Alla fine, questo nuovo conflitto tra Israele, Iran e Stati Uniti segna un passo ulteriore nell’accelerazione del caos e della barbarie bellica. Per la prima volta dal 2003, quando gli Stati Uniti volevano rafforzare la loro posizione nel Pacifico, sono stati nuovamente costretti a intervenire militarmente, il che testimonia ancora una volta il declino della loro egemonia. La dimostrazione di forza attraverso bombardamenti progettati per impressionare la Cina e per cercare (in modo totalmente illusorio) di imporre la loro autorità ne è un chiaro segno. Inoltre, questa nuova guerra coinvolge due potenze regionali, una delle quali, l’Iran, minaccia di crollare, il che, insieme all’estremo indebolimento del potere dei mullah, contribuisce a una destabilizzazione senza precedenti dell’intero Medio Oriente e ancora più in generale del mondo intero.4 

Quale dovrebbe essere la risposta della classe operaia?
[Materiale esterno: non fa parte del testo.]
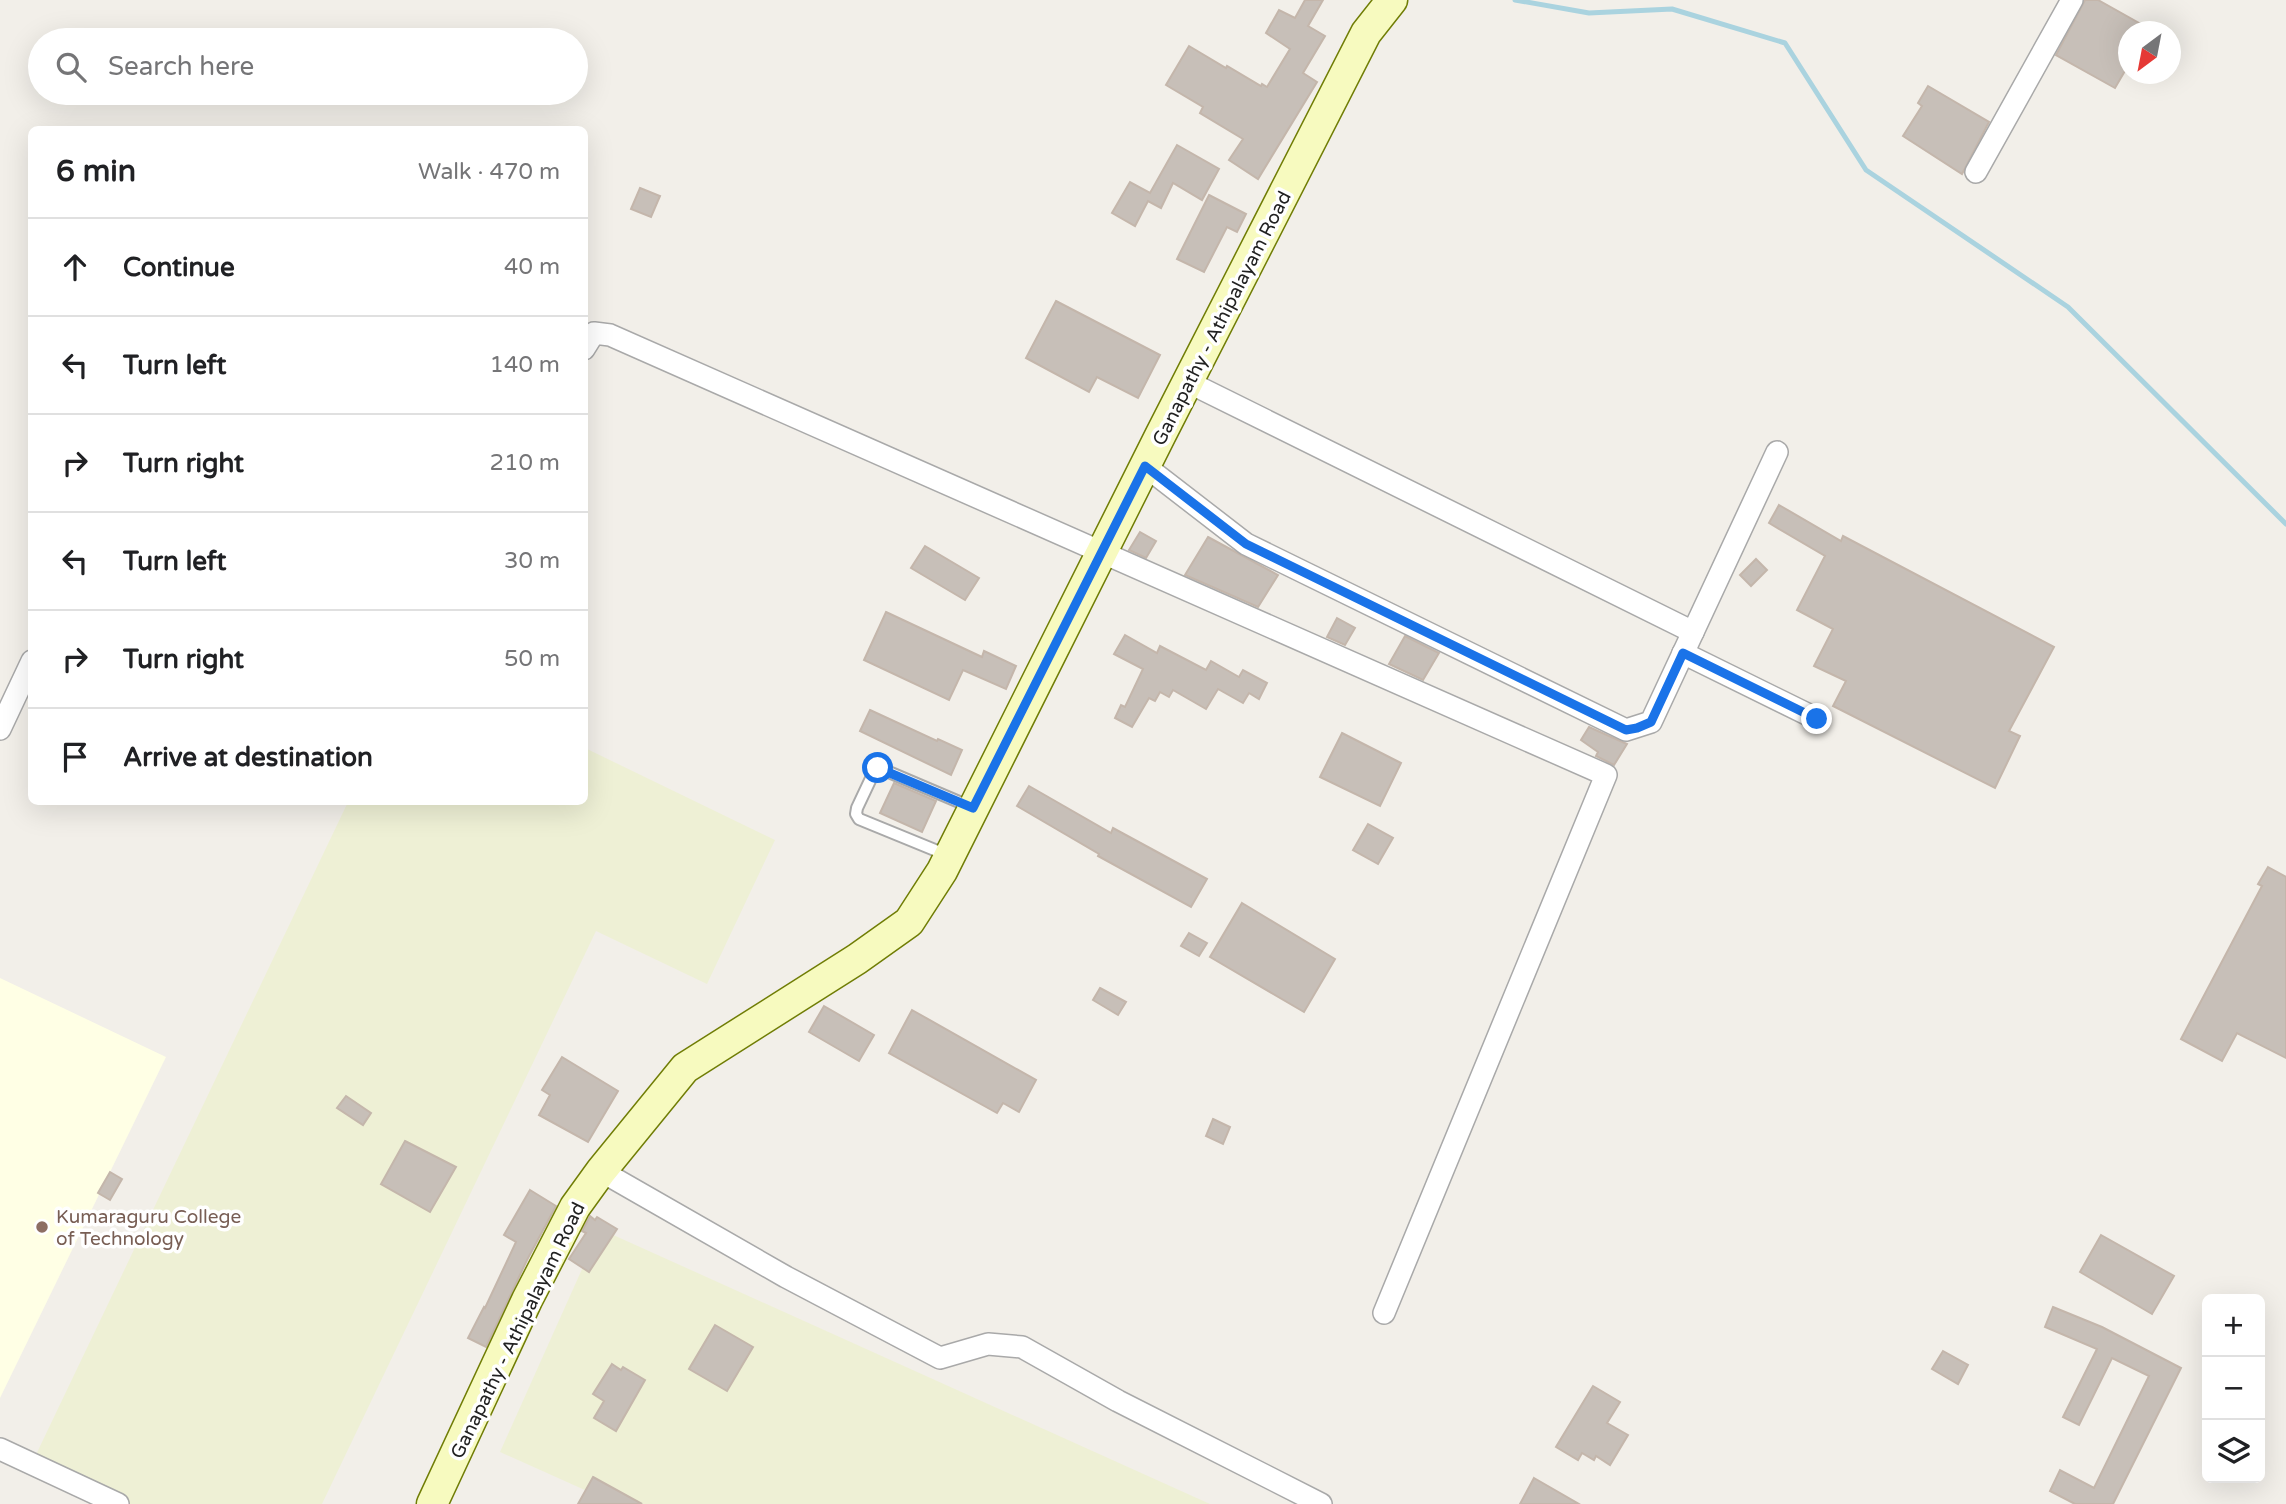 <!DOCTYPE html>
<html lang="en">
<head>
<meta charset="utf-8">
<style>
	:root { --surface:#fff; --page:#f6f6f6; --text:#202124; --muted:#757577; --line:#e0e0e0 }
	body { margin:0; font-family:"Varela Round",sans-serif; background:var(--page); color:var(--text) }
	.controls { position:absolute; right:21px; bottom:21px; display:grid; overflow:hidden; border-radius:10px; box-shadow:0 7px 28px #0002 }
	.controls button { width:63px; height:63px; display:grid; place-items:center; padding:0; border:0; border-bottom:2px solid var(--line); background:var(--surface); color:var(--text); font:35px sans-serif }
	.compass { position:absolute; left:2118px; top:21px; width:63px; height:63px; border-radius:50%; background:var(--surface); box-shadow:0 7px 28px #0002; rotate:212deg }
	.stop { position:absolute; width:21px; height:21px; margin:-16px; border:5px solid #1a73e8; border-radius:50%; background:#fff }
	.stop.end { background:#1a73e8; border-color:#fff; box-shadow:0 2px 7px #0008 }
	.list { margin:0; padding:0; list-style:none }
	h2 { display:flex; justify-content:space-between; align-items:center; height:91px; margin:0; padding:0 28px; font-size:30px }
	h2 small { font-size:23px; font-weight:400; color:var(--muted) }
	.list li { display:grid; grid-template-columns:46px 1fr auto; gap:21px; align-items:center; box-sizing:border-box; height:98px; padding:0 28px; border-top:2px solid var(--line) }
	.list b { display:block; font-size:26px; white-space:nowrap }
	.list em { font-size:23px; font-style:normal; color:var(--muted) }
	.icon { flex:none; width:38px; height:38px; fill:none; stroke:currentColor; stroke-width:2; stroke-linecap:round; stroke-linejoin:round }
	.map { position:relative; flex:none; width:2286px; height:1504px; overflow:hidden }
	.search { position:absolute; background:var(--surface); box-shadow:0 7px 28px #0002; left:28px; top:28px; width:560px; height:77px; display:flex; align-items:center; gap:18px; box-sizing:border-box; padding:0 24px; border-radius:38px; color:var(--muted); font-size:26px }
	.panel { position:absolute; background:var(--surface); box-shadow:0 7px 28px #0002; left:28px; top:126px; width:560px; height:679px; border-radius:10px }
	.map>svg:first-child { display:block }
	.education { fill:#ffffe5 }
	.farmland { fill:#eef0d5 }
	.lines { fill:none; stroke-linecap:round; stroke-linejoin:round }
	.stream { stroke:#aad3df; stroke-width:5 }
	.building { fill:#c7bfb8; stroke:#c4b6ab; stroke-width:2 }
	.lane-casing { stroke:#a9a9a9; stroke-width:14 }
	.street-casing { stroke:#a9a9a9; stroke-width:24 }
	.secondary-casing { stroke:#707d05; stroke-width:33 }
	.lane { stroke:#fff; stroke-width:10 }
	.street { stroke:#fff; stroke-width:21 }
	.secondary { stroke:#f7fabf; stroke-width:30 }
	.route { stroke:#1a73e8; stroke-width:9 }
	.education-dot { fill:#8d6e63; stroke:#fff; stroke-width:2.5 }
	.labels { text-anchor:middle; stroke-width:7; stroke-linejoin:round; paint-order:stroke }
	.street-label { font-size:19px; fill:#222; stroke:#fff }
	.education-label { font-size:19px; fill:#785e54; stroke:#fff; text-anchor:start }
</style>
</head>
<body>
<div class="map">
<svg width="2286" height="1504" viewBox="0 0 2286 1504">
	<rect width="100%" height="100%" fill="#f2efe9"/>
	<polygon class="education" points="0,978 166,1057 0,1398"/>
	<g class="farmland">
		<polygon points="585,748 775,840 707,984 596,931 322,1504 118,1504 32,1463 348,802 584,802"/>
		<polygon points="600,1229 1210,1504 616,1504 500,1452"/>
	</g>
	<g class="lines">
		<polyline class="stream" points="1515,0 1589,13 1672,9 1785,43 1866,170 2068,307 2286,524"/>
	</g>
	<g class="building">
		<polygon points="1305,0 1323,0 1308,26 1325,36 1303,73 1317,82 1258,179 1229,160 1243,139 1200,113 1203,107 1166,85 1189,46 1226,68 1227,66 1261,86 1262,84 1267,87 1290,49 1266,33 1279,10 1295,18"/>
		<polygon points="2085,0 2098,0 2155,32 2129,32 2129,64 2115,88 2056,55"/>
		<polygon points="1928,86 1989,122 1962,174 1903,136 1922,106 1918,103"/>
		<polygon points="1177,145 1219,169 1202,200 1173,183 1161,208 1148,201 1135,226 1112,213 1130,182 1150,193"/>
		<polygon points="640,188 660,196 651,217 631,209"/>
		<polygon points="1209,195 1246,214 1237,232 1227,227 1204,272 1177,259"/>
		<polygon points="1056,301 1160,355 1138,398 1097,377 1089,392 1026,358"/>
		<polygon points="1779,505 1841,541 1843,536 2054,647 2009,731 2020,736 1995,788 1833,706 1846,681 1814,666 1833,629 1797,610 1825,556 1769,523"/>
		<polygon points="1140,532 1156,541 1146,558 1129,550"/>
		<polygon points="1208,537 1278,575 1258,607 1185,575"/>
		<polygon points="925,546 979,578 965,600 911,568"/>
		<polygon points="1756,559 1767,570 1751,586 1740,575"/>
		<polygon points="886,612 982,657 984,651 1016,666 1006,689 963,670 949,700 864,660"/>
		<polygon points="1337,618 1355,628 1345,645 1327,637"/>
		<polygon points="1125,635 1157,653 1160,646 1206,670 1211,661 1239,677 1243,670 1267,683 1259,699 1249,693 1243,703 1218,689 1206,709 1173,690 1169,697 1160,692 1155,701 1149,698 1132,727 1115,718 1121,705 1125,707 1143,669 1114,654"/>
		<polygon points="1405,636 1439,653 1423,680 1389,664"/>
		<polygon points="870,710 937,741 938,739 962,750 951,775 860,731"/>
		<polygon points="1589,727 1627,744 1614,765 1596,756 1598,752 1581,740"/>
		<polygon points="1342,733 1401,763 1380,806 1320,777"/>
		<polygon points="894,783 936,801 922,832 880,813"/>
		<polygon points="1029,786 1111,833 1113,828 1207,879 1191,907 1098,856 1099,854 1017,806"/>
		<polygon points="1368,824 1393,838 1378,864 1353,850"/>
		<polygon points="2268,867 2286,877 2286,1058 2237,1033 2222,1061 2181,1039 2262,886 2258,884"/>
		<polygon points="1242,903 1335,959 1304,1012 1210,957"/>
		<polygon points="1189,933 1207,943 1199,956 1181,946"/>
		<polygon points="1100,988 1126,1002 1118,1015 1093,1000"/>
		<polygon points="824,1006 874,1035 859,1061 809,1032"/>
		<polygon points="912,1010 1036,1080 1019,1112 1003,1103 997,1113 889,1053"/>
		<polygon points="562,1057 618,1091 588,1142 539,1115 550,1095 542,1090"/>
		<polygon points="346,1096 371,1113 363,1125 337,1108"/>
		<polygon points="1213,1119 1230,1127 1223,1144 1206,1136"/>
		<polygon points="405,1141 456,1167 430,1212 381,1184"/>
		<polygon points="110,1172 122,1179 110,1200 98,1193"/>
		<polygon points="530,1190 556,1206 527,1260 486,1347 468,1338 484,1307 485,1308 516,1242 504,1235"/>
		<polygon points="590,1216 595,1220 597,1217 617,1229 589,1272 569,1259 586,1233 582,1231"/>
		<polygon points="2101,1235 2174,1276 2152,1314 2080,1272"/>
		<polygon points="2053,1307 2102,1327 2181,1368 2113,1504 2075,1504 2050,1491 2060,1470 2094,1488 2149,1376 2112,1358 2079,1425 2063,1417 2097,1349 2045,1327"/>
		<polygon points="715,1325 753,1347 727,1391 689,1369"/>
		<polygon points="1943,1351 1968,1365 1958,1384 1932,1369"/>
		<polygon points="612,1364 621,1370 623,1367 645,1380 616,1431 594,1418 604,1401 593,1394"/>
		<polygon points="1593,1386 1620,1402 1607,1423 1628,1435 1610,1465 1596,1456 1594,1460 1582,1453 1578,1460 1556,1447"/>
		<polygon points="593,1477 642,1504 578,1504"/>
		<polygon points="1534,1478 1579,1504 1520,1504"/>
	</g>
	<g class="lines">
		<g class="lane-casing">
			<polyline id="lane" points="947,855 859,819 856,814 857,808 874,772 878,768 884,770 971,807"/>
		</g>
		<g class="street-casing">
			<g id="street">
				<polyline points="1976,172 2072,0"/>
				<polyline points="584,349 594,333 610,335 1606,775 1384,1313"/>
				<polyline points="1188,382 1693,632"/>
				<polyline points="1145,466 1246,544 1626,730 1651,722 1777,452"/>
				<polyline points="1683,653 1817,719"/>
				<polyline points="0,729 32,661"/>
				<polyline points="601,1171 786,1277 940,1358 988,1344 1022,1347 1118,1401 1321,1504"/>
				<polyline points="0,1449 118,1504"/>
			</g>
		</g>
		<g class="secondary-casing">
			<polyline id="secondary" points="432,1504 527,1300 575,1207 601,1171 685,1068 857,959 909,922 942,871 1161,434 1366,33 1392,0"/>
		</g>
		<use href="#lane" class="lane"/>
		<use href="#street" class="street"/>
		<use href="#secondary" class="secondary"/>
	</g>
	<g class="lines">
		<polyline class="route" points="878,768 973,808 1145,466 1246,544 1626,730 1637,728 1651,722 1683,653 1817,719"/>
	</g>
	<circle class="education-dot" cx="42" cy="1227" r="7"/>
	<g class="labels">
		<g class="street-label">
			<text transform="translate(1221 318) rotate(-63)" y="7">Ganapathy - Athipalayam Road</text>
			<text transform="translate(517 1330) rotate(-64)" y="7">Ganapathy - Athipalayam Road</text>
		</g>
		<g class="education-label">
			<text x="56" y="1223">Kumaraguru College<tspan x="56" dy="22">of Technology</tspan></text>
		</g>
	</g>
</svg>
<div class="controls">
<button>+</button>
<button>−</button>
<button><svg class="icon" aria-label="layers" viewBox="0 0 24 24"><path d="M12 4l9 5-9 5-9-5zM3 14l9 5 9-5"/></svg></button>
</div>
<svg class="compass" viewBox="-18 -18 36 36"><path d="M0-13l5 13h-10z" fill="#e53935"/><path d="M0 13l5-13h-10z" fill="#757577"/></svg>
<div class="stop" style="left:878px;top:768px"></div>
<div class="stop end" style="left:1817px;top:719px"></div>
<div class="search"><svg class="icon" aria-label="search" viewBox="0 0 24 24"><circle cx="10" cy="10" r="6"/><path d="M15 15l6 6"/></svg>Search here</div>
<section class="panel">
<h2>6 min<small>Walk · 470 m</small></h2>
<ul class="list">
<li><svg class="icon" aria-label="ahead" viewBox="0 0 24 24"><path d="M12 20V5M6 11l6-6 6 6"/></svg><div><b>Continue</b></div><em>40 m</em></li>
<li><svg class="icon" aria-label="left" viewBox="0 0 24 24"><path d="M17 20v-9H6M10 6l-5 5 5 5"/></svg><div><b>Turn left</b></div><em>140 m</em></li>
<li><svg class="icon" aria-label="right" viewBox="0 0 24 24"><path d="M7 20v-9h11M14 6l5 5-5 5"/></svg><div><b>Turn right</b></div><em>210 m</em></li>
<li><svg class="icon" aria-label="left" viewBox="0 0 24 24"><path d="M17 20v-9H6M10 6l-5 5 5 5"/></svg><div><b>Turn left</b></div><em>30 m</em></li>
<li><svg class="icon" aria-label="right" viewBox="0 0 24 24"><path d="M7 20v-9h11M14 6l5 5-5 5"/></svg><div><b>Turn right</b></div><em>50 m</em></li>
<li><svg class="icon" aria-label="arrive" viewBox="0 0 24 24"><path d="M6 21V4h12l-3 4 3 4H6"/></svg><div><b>Arrive at destination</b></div></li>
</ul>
</section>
</div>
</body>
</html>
Di fronte alla crescente barbarie e alla guerra che tende a diffondersi, era evidente che tutti i partecipanti cercassero un’opportunità di dibattito per difendere l’internazionalismo proletario. Questo intervento lo testimonia: «Sono lieto che stiamo cercando una linea internazionalista proletaria coerente”. Questa ricerca ha chiarito che «l’internazionalismo è una posizione che difendiamo. La classe operaia è internazionale e la nostra strategia e tattica si basano su questo principio». La discussione si è poi concentrata su come attuare questo principio cardine del movimento operaio enunciato a partire dal Manifesto del Partito Comunista del 1848, che affermava che «I proletari non hanno patria». Il punto di vista condiviso è stato quello di evidenziare, come ha detto un compagno, che «Di fronte alla barbarie della guerra imperialista, chiediamo al proletariato di non sostenere un paese piuttosto che un altro. Contro la guerra, chiediamo ai lavoratori di tutto il mondo di unirsi e adottare una posizione di classe, non nazionalista». Tutti hanno riconosciuto che si trattava di una rivendicazione, di una lotta difficile di fronte all’intensa propaganda borghese. La discussione è proseguita cercando di individuare le trappole ideologiche, gli ostacoli che la borghesia pone alla classe operaia, denunciando le mistificazioni democratiche, i falsi amici costituiti dalla sinistra, i sindacati e soprattutto i gauchistes che sono molto attivi: «il gauchismo può mobilitarsi per sostenere il nazionalismo o le proteste anti-Trump».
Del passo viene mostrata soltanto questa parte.